The admitting privileges mandate, which has been on hold since July when a lower court first temporarily blocked it, requires every physician who performs an abortion at a clinic in the state to have staff privileges at a hospital within 30 miles of where they perform abortions. According to reproductive health-care advocates challenging the Wisconsin law, the admitting privileges requirement would force clinics in the state to close if it is allowed to go into effect. Wisconsin currently has only four health centers where a patient can have an abortion. But if Wisconsin’s admitting privileges requirement takes effect, at least one provider in Milwaukee will be forced to close immediately. Advocates claim the remaining three providers in the state may not be able to absorb the unmet need, which will force abortions later in pregnancy, if women are able to access them at all.

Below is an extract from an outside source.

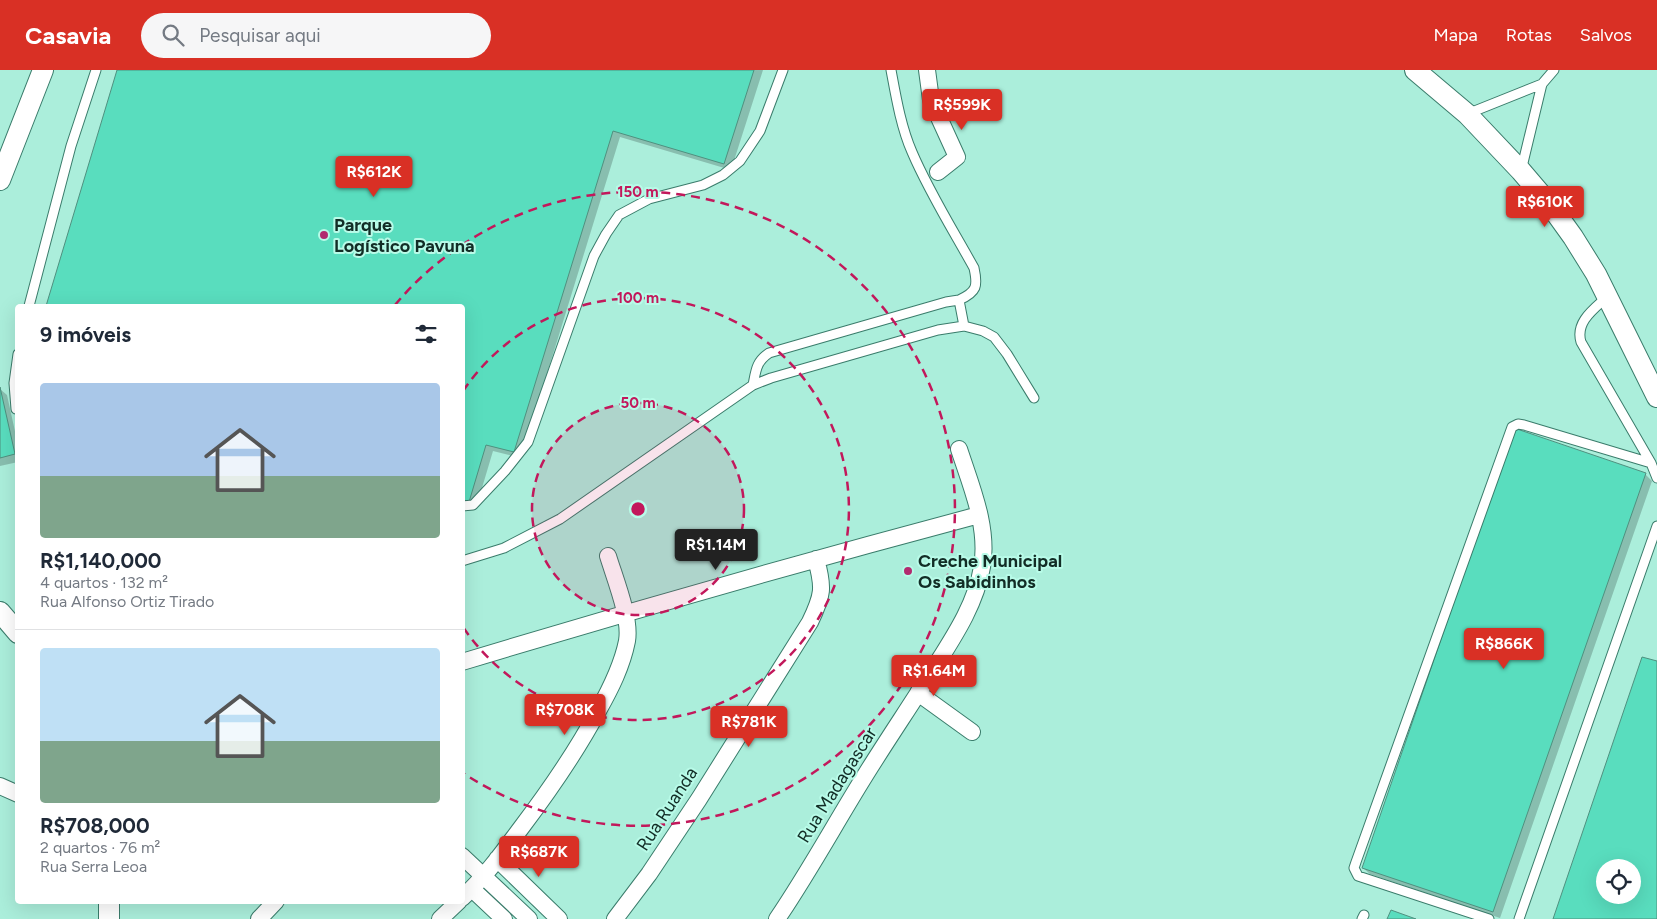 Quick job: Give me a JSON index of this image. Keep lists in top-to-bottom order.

“Let me be clear: This law was designed by politicians, not doctors, with the single-minded goal of shutting down women’s health care centers and ending access to safe, legal abortion,” said Louise Melling, deputy legal director of the American Civil Liberties Union, in a statement. “Requiring a business arrangement that would decrease women’s access to high quality health care providers doesn’t improve women’s safety. Opponents are waging a stealth war on abortion, and women and families are paying the price.”

Anti-choice advocates in Wisconsin—like those in Alabama, Mississippi, and Texas—have advanced targeted regulation of abortion providers (TRAP) laws like the controversial admitting privileges requirement under the guise of promoting patient safety. But leading national medical groups, including the American Medical Association and the American Congress of Obstetricians and Gynecologists, oppose admitting privileges requirements because, they argue, such laws do not enhance patient safety and instead put patients at risk by forcing providers to close, thereby limiting access to safe, affordable reproductive health care.

“We all want to protect women’s health and safety,” said Cecile Richards, president of Planned Parenthood Federation of America, in a statement. “This law won’t do that — in fact, it will do the opposite, which is why we are in court on behalf of the patients who turn to Planned Parenthood health centers for safe, compassionate, respectful care.”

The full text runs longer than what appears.